And then you use this technique to write all of your tests.

That’s the whole idea. You use your source files as persistent REPLs, and those REPL sessions become living, breathing test cases for the code you were inspecting. They let you know if anything changes about any of the expressions that you’ve run in the past. This kind of REPL can’t tell you if the new results are right or wrong, of course – just that they’re different. It’s still up to you to separate “test failures” from expected divergences, and to curate the expressions-under-observation into a useful set.

This is pretty much the only way that I have written automated tests for the last six years. Except that it isn’t really – this is the way that I haven’t written automated tests. This is the way that I have caused automated tests to appear for free around me, by doing exactly what I have always done: writing code and then running it, and seeing if it did what I wanted.

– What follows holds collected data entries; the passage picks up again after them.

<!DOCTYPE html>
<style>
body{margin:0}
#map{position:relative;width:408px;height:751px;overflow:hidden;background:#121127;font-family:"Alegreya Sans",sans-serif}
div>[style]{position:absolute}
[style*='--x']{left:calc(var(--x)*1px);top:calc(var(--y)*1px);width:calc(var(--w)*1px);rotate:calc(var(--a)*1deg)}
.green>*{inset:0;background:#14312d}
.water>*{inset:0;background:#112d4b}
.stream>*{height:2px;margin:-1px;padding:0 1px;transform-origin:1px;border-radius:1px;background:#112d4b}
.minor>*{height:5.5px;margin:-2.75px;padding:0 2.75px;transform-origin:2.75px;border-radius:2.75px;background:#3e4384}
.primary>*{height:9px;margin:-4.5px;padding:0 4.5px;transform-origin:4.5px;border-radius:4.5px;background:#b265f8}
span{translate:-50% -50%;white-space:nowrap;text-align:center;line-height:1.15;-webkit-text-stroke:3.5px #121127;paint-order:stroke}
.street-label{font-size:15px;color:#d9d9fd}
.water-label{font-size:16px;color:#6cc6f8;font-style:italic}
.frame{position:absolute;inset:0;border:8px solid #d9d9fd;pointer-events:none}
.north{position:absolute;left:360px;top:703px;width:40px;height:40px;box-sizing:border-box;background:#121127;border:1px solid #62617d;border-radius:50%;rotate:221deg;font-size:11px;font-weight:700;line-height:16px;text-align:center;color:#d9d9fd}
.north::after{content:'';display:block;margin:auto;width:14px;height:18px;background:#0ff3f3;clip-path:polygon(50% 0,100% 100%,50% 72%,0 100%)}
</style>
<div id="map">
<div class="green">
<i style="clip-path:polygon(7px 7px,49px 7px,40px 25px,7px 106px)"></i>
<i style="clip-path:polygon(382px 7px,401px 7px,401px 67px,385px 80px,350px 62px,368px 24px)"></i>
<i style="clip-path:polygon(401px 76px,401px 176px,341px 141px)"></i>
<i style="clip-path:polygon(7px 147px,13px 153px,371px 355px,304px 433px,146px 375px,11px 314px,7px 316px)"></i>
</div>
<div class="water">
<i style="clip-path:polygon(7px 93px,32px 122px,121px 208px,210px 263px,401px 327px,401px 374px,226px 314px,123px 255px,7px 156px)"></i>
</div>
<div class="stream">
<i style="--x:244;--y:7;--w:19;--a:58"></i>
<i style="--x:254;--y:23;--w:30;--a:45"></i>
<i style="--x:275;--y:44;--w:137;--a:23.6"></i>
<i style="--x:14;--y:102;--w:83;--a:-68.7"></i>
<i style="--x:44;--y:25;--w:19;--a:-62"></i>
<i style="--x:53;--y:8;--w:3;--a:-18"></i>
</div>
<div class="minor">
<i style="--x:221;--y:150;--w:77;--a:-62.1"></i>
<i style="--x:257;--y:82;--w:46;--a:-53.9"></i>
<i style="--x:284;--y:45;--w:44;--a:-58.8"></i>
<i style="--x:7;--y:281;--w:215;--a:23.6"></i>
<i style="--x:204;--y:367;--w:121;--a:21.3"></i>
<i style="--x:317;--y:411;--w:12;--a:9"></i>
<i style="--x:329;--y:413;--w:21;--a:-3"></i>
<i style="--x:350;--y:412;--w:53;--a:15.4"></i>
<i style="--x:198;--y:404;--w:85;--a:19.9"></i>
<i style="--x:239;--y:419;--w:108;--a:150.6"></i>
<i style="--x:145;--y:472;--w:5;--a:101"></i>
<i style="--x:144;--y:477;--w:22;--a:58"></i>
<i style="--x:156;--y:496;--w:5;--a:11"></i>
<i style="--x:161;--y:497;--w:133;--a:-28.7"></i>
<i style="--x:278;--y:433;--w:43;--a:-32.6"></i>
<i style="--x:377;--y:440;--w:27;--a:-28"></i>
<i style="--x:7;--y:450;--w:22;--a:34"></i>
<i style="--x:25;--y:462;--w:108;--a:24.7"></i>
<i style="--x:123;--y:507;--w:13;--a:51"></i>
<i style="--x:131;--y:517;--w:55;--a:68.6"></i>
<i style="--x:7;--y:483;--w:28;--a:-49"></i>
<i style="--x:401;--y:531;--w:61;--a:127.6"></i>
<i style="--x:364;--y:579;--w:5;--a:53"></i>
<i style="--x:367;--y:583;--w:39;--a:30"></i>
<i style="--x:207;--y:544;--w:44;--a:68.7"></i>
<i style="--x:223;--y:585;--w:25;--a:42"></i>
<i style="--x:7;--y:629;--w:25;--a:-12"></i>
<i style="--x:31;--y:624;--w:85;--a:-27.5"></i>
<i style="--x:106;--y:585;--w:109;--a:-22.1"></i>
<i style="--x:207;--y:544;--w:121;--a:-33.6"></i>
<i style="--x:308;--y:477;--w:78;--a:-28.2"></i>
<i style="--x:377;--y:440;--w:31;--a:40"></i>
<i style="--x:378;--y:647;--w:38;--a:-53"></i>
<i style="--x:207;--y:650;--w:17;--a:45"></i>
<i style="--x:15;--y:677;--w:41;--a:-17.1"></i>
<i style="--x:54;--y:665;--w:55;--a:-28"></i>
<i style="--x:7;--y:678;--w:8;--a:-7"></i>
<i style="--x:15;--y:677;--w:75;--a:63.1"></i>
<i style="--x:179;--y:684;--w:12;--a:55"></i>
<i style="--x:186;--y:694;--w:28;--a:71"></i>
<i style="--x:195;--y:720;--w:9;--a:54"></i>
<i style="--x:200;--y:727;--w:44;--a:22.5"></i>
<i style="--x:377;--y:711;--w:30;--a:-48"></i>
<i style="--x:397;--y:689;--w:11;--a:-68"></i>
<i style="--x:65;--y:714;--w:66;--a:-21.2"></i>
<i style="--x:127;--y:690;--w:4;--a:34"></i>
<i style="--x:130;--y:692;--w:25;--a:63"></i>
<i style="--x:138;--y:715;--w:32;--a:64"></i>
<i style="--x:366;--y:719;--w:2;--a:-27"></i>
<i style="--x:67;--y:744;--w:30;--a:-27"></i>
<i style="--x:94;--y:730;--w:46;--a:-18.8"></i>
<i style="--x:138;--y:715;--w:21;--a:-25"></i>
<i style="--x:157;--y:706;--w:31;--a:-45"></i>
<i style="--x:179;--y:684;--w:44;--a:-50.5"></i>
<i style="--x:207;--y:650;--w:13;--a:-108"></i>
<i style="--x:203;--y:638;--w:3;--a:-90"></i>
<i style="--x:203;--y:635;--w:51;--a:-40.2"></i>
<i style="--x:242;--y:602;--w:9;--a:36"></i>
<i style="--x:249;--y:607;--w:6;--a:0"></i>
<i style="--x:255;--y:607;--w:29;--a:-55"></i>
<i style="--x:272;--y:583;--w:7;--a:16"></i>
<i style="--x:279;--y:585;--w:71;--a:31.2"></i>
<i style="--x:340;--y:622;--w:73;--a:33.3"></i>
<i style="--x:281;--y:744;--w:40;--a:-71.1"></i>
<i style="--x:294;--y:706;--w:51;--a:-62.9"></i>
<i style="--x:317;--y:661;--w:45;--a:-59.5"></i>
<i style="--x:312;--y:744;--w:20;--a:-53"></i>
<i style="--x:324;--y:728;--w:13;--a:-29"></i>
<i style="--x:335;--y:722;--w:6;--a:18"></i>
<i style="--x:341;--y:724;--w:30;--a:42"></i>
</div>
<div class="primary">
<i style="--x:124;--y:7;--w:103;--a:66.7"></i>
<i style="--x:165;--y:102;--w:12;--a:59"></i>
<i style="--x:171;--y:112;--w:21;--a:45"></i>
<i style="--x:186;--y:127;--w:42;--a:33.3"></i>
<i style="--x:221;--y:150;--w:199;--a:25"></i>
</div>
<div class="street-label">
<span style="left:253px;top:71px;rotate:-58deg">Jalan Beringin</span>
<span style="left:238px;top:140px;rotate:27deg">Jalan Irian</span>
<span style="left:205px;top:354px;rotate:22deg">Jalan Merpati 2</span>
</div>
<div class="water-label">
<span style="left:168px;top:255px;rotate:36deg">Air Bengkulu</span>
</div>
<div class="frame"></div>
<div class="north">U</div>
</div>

I’m exaggerating, but not as much as you might think. Of course these tests aren’t free: it takes work to come up with interesting expressions, and I have to write setup code to actually test the thing I care about, and there is judgment and curation and naming-things involved. And of course there is some effort in verifying that the code under test actually does the thing that I wanted it to do.

But the reason that it feels free is that nearly all of that is work that I would be doing already.

Like, forget about automated tests for a second – when you write some non-trivial function, don’t you usually run it a couple times to see if it actually does the thing that you wanted it to do? I do. Usually by typing in interesting expressions at a REPL, and checking the output, and only moving on once I’m convinced that it works.

And those expressions that I run to convince myself that the code works are exactly the expressions that I want to run again in the future to convince myself that the code still works after a refactor. They are exactly the expressions that I want to share with someone else to convince them that the code works. They are, in other words, exactly the test cases that I care about.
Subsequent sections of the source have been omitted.